Le corps abandonné
Antonio FARINA (actif à Naples, milieu du XVIIe siècle) : Sinfonia.
Cappella della Pietà de’ Turchini. Antonio FLORIO, direction.
CD : Dialogo per la Passione, paru chez Opus 111 (OPS 30-194).

Antonio de BELLIS (c.1616?-c.1656?) : Saint Sébastien évanoui, c.1640?.
Huile sur toile, Orléans, Musée des Beaux-Arts.
Difficile de faire un choix au sein des riches collections du Musée des Beaux-Arts d’Orléans, qui se distinguent par un certain nombre de tableaux remarquables. Voici, comme première étape de ce parcours, le Saint Sébastien évanoui d’Antonio de Bellis.
Retracer la vie d’Antonio de Bellis est une gageure. De lui, en effet, on ne sait à peu près rien, si ce n’est qu’il fut actif à Naples des environs de 1630-35 à 1655-60 approximativement. On suppose qu’il est né vers 1616, on est certain qu’il a peint un cycle de tableaux représentant la vie de Saint Charles entre 1636 et 1638, œuvres qui se trouvent toujours dans l’église San Carlo alle Mortelle de Naples, et on peut se risquer à conjecturer qu’il est peut-être mort lors de la terrible épidémie de peste qui dévasta la ville entre mai et décembre 1656, tuant entre un tiers et la moitié de sa population. C’est tout, et avouez que c’est bien peu.

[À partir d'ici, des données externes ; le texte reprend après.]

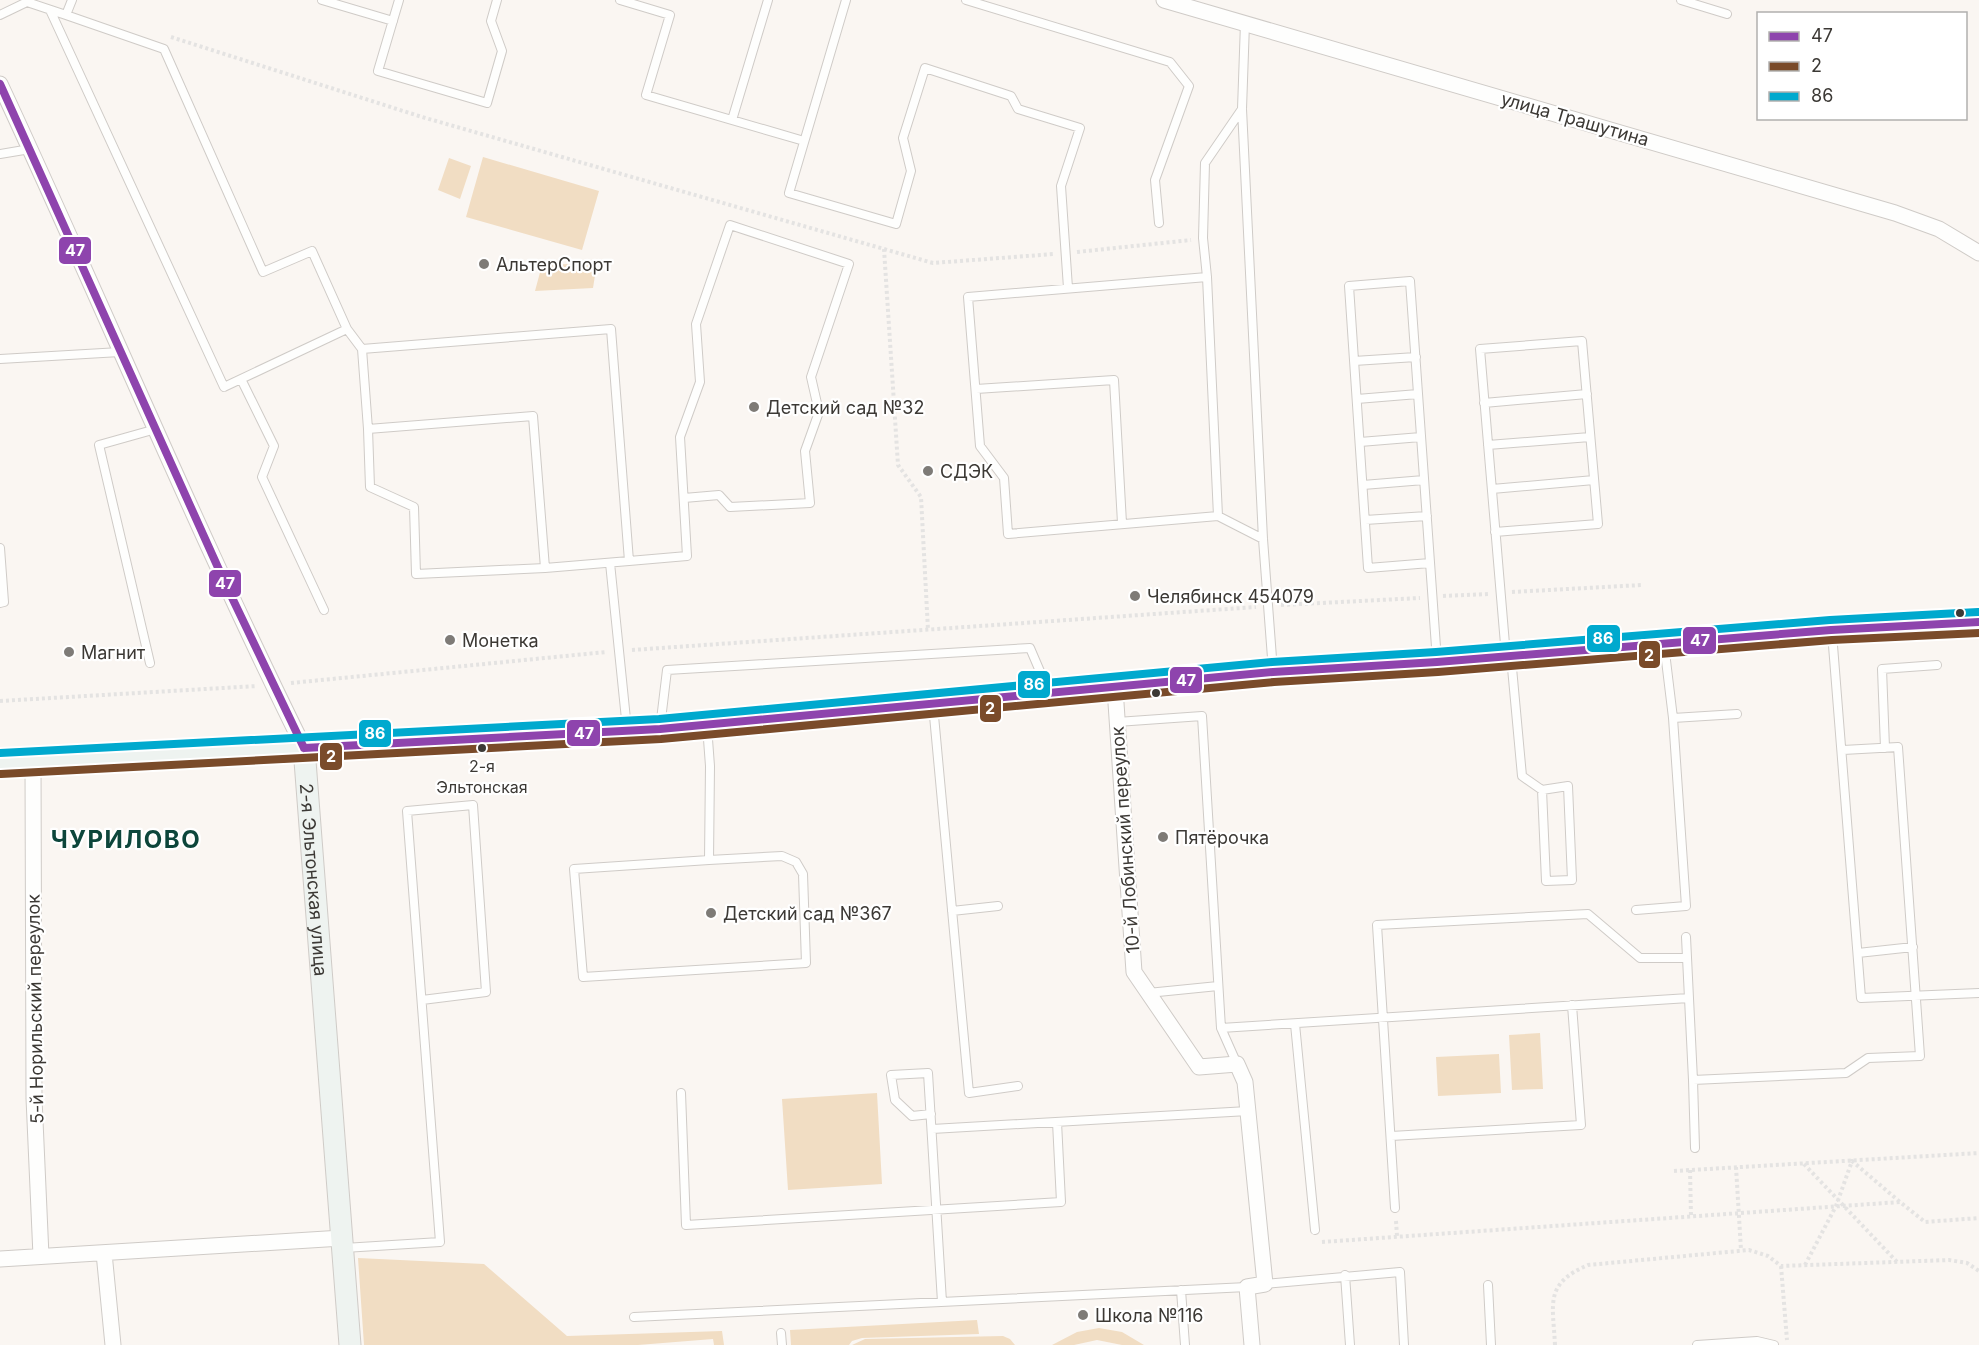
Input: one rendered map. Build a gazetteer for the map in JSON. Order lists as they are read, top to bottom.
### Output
{
  "streets": {
    "street": [
      "улица Трашутина",
      "10-й Лобинский переулок",
      "2-я Эльтонская улица",
      "5-й Норильский переулок"
    ]
  },
  "districts": ["ЧУРИЛОВО"],
  "places": [
    "АльтерСпорт",
    "Детский сад №32",
    "СДЭК",
    "Челябинск 454079",
    "Монетка",
    "Магнит",
    "2-я Эльтонская",
    "Пятёрочка",
    "Детский сад №367",
    "Школа №116"
  ],
  "lines": ["transit line 47", "transit line 86", "transit line 2"],
  "legend": ["47", "2", "86"]
}
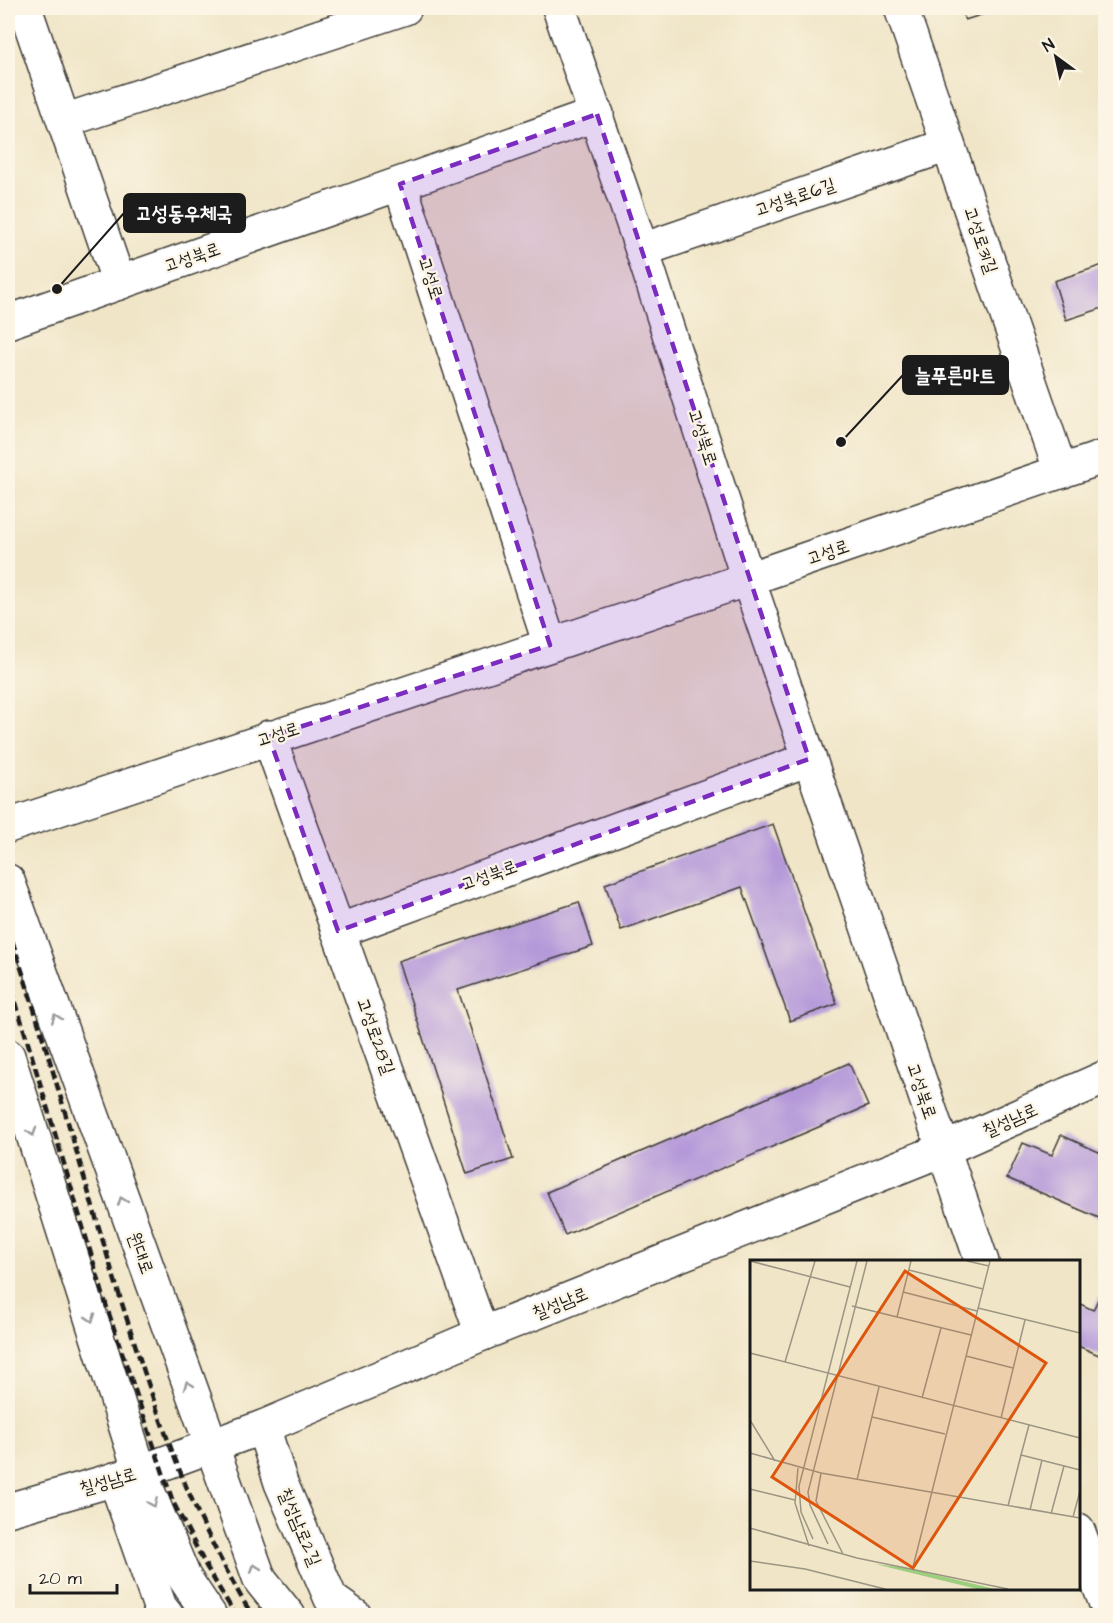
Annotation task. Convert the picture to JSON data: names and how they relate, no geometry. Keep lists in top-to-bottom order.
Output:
{
  "streets": {
    "street": [
      "고성북로6길",
      "고성로31길",
      "고성북로",
      "고성로",
      "고성로28길",
      "칠성남로",
      "원대로",
      "칠성남로2길"
    ]
  },
  "crossings": [
    ["고성북로6길", "고성로31길"],
    ["고성북로6길", "고성북로"],
    ["고성로31길", "고성로"],
    ["고성북로", "고성로"],
    ["고성북로", "고성로28길"],
    ["고성북로", "칠성남로"],
    ["고성로", "고성로28길"],
    ["고성로28길", "칠성남로"],
    ["칠성남로", "원대로"],
    ["칠성남로", "칠성남로2길"]
  ],
  "places": ["고성동우체국", "늘푸른마트"],
  "scale_bar": "20 m",
  "north": "top left"
}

Ce qui apparaît, en revanche, beaucoup plus clairement que la trame de son existence, ce sont les influences dont il a nourri son art. Il faut cependant revenir un peu en arrière pour tenter de comprendre. Au début du XVIIe siècle, la peinture napolitaine va essuyer de plein fouet une tornade qui va littéralement bouleverser un art qui s’enlisait jusqu’ici dans le maniérisme. Ce tremblement de terre s’appelle Caravage (1571-1610), qui séjourne à Naples entre 1606 et 1607, puis en 1609-1610, et qui va durablement marquer la peinture napolitaine jusqu’au second quart du siècle. C’est notamment à cette source que vont s’abreuver les deux peintres qui semblent avoir influencé de Bellis : Massimo Stanzione (c.1585-c.1656) et Jusepe de Ribera (1591-1652), espagnol arrivé à Naples – ce royaume appartenait alors à la couronne espagnole – en 1616. Si l’un évoluera ensuite vers un style plus classique, l’autre affirmera nettement ses tendances naturalistes.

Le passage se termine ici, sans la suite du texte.